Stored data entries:
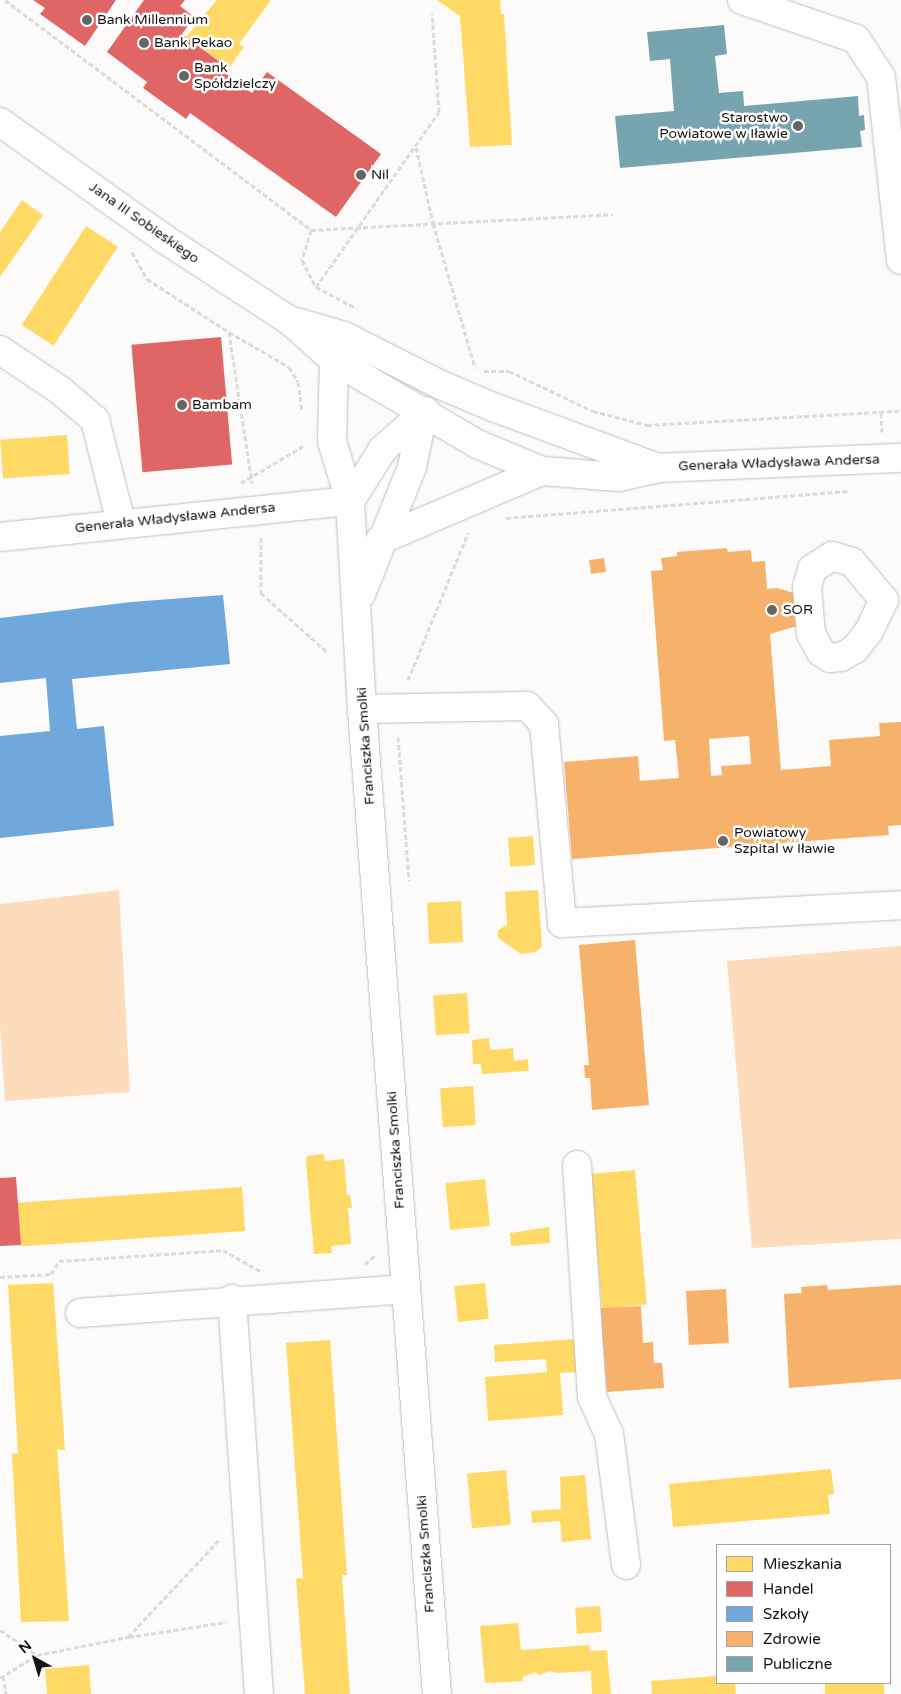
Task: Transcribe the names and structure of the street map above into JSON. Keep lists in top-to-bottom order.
{
  "streets": {
    "street": ["Jana III Sobieskiego", "Generała Władysława Andersa", "Franciszka Smolki"]
  },
  "crossings": [
    ["Jana III Sobieskiego", "Generała Władysława Andersa"],
    ["Jana III Sobieskiego", "Franciszka Smolki"],
    ["Generała Władysława Andersa", "Franciszka Smolki"]
  ],
  "places": [
    "Bank Millennium",
    "Bank Pekao",
    "Bank Spółdzielczy",
    "Starostwo Powiatowe w Iławie",
    "Nil",
    "Bambam",
    "SOR",
    "Powiatowy Szpital w Iławie"
  ],
  "legend": [
    "Mieszkania",
    "Handel",
    "Szkoły",
    "Zdrowie",
    "Publiczne"
  ],
  "north": "top left"
}
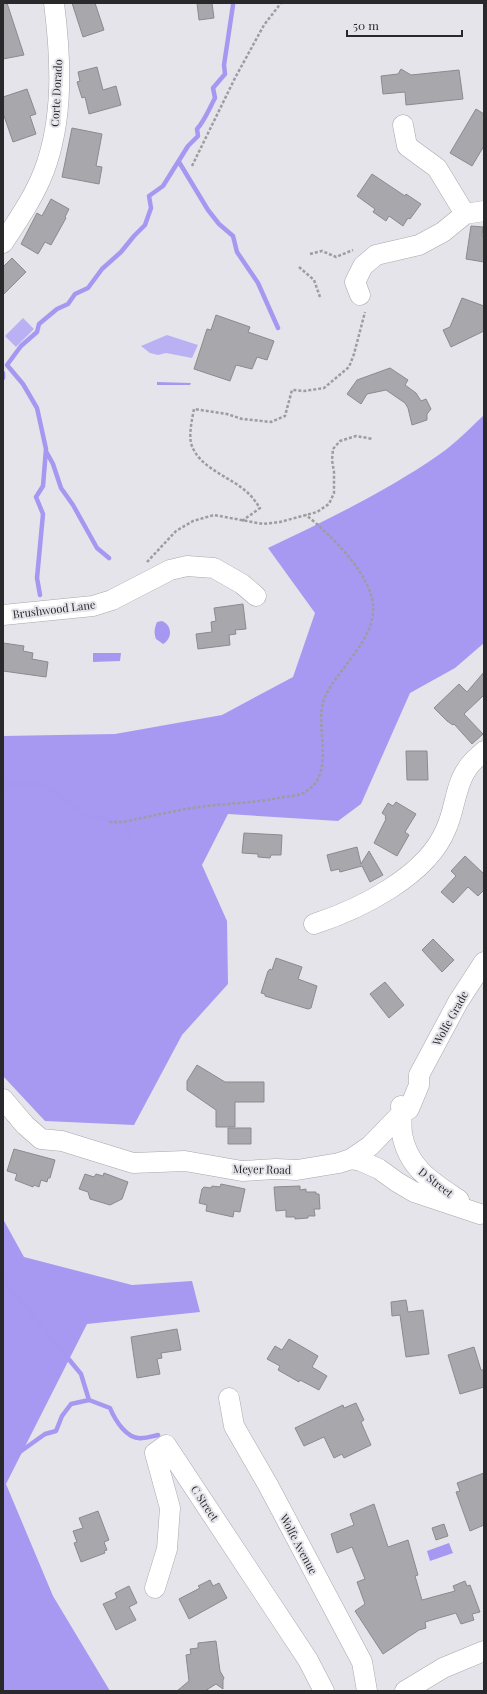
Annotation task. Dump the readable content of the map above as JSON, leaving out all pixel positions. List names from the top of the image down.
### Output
{
  "streets": {
    "street": [
      "Corte Dorado",
      "Brushwood Lane",
      "Wolfe Grade",
      "Meyer Road",
      "D Street",
      "C Street",
      "Wolfe Avenue"
    ]
  },
  "crossings": [
    ["Wolfe Grade", "Meyer Road"],
    ["Wolfe Grade", "D Street"]
  ],
  "scale_bar": "50 m"
}
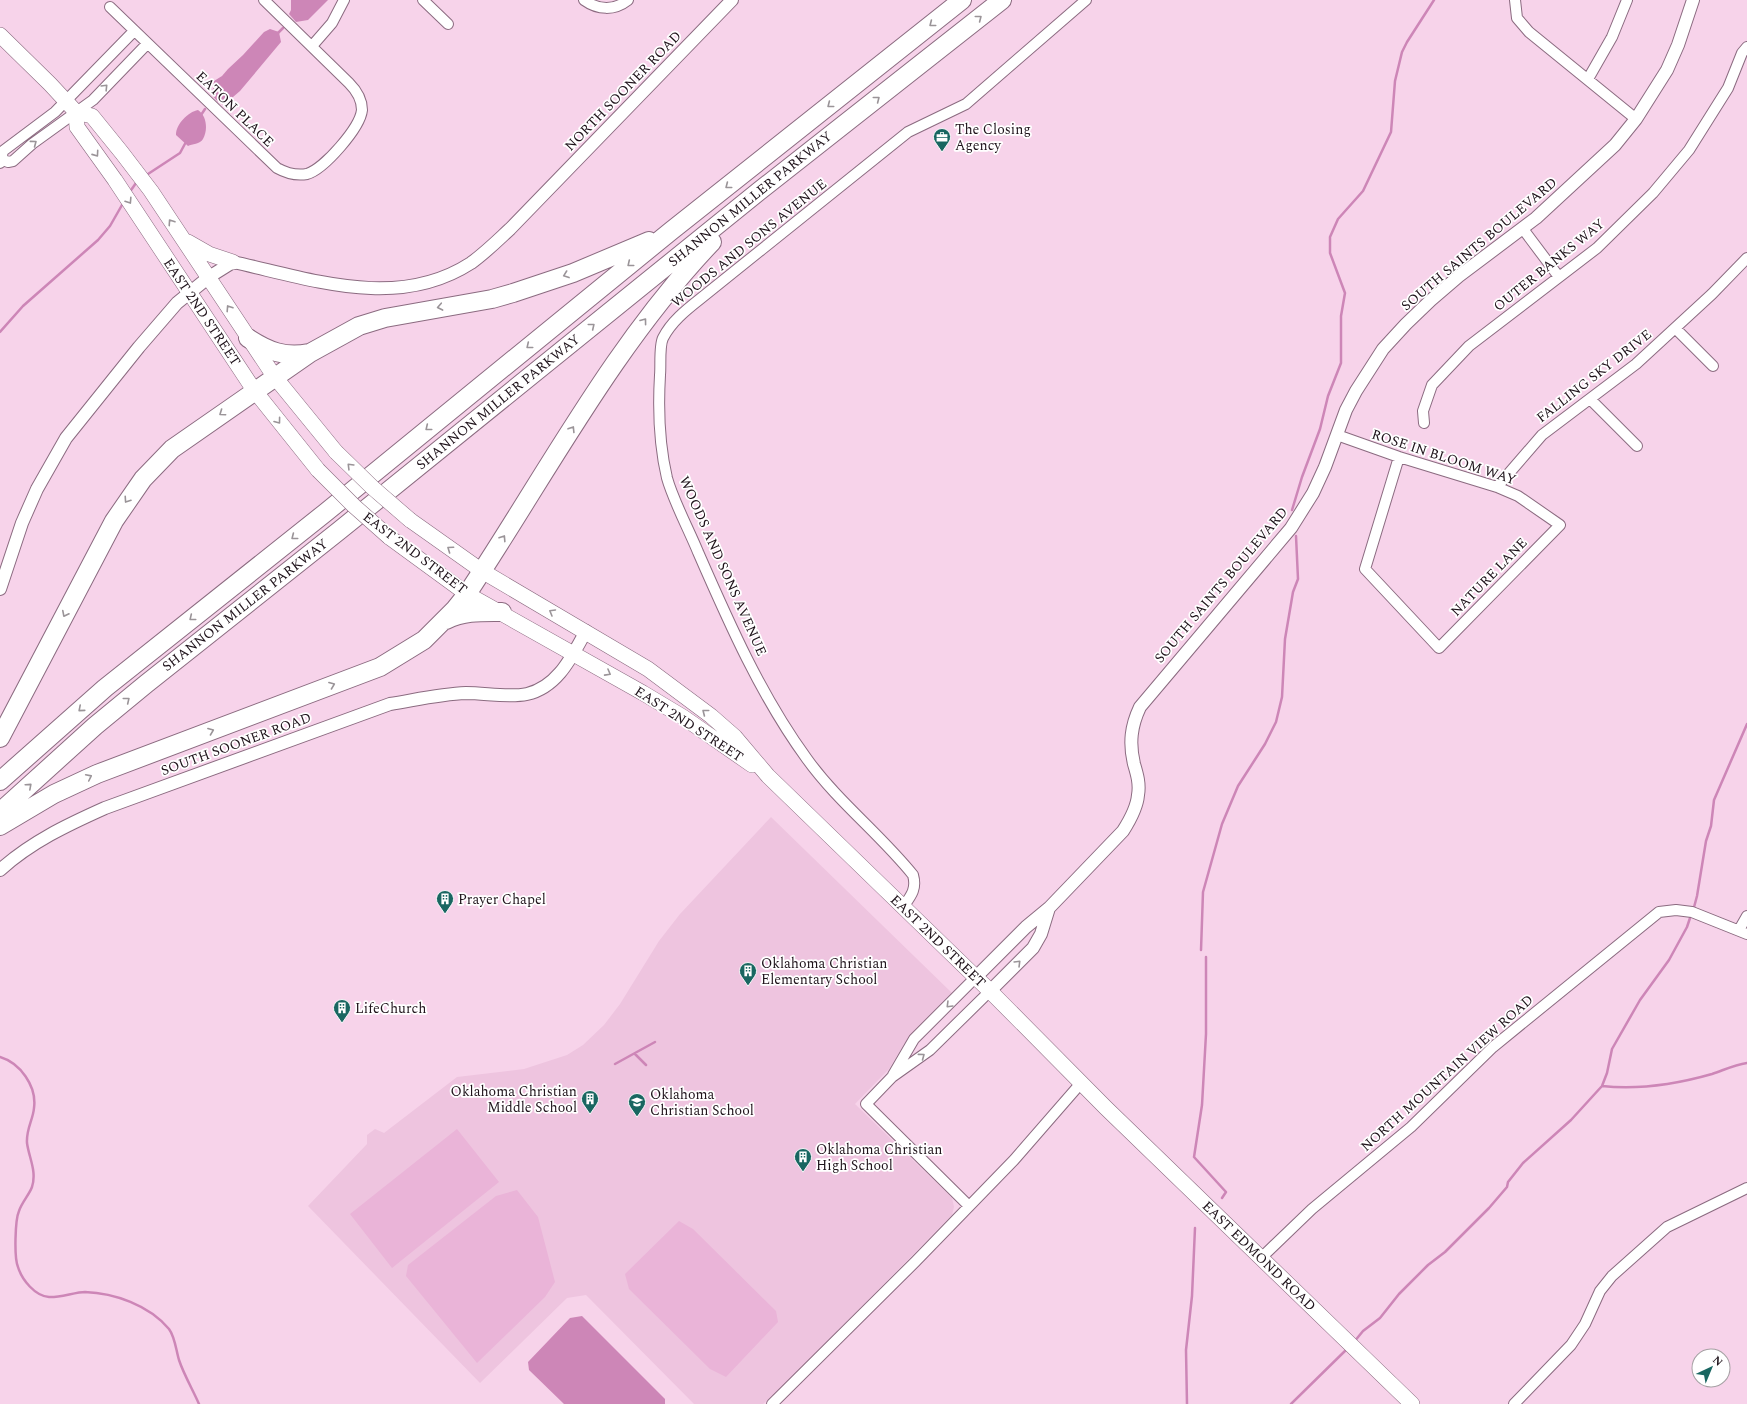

### WHAT YOU WILL DO
Transcribe all the records above word for word, without their images.

### EXERCISE SOLUTION
Task: Transcribe the names and structure of the street map above into JSON. Keep lists in top-to-bottom order.
{
  "streets": {
    "street": ["Jana III Sobieskiego", "Generała Władysława Andersa", "Franciszka Smolki"]
  },
  "crossings": [
    ["Jana III Sobieskiego", "Generała Władysława Andersa"],
    ["Jana III Sobieskiego", "Franciszka Smolki"],
    ["Generała Władysława Andersa", "Franciszka Smolki"]
  ],
  "places": [
    "Bank Millennium",
    "Bank Pekao",
    "Bank Spółdzielczy",
    "Starostwo Powiatowe w Iławie",
    "Nil",
    "Bambam",
    "SOR",
    "Powiatowy Szpital w Iławie"
  ],
  "legend": [
    "Mieszkania",
    "Handel",
    "Szkoły",
    "Zdrowie",
    "Publiczne"
  ],
  "north": "top left"
}
Annotation task. Dump the readable content of the map above as JSON, leaving out all pixel positions. List names from the top of the image down.
### Output
{
  "streets": {
    "street": [
      "Corte Dorado",
      "Brushwood Lane",
      "Wolfe Grade",
      "Meyer Road",
      "D Street",
      "C Street",
      "Wolfe Avenue"
    ]
  },
  "crossings": [
    ["Wolfe Grade", "Meyer Road"],
    ["Wolfe Grade", "D Street"]
  ],
  "scale_bar": "50 m"
}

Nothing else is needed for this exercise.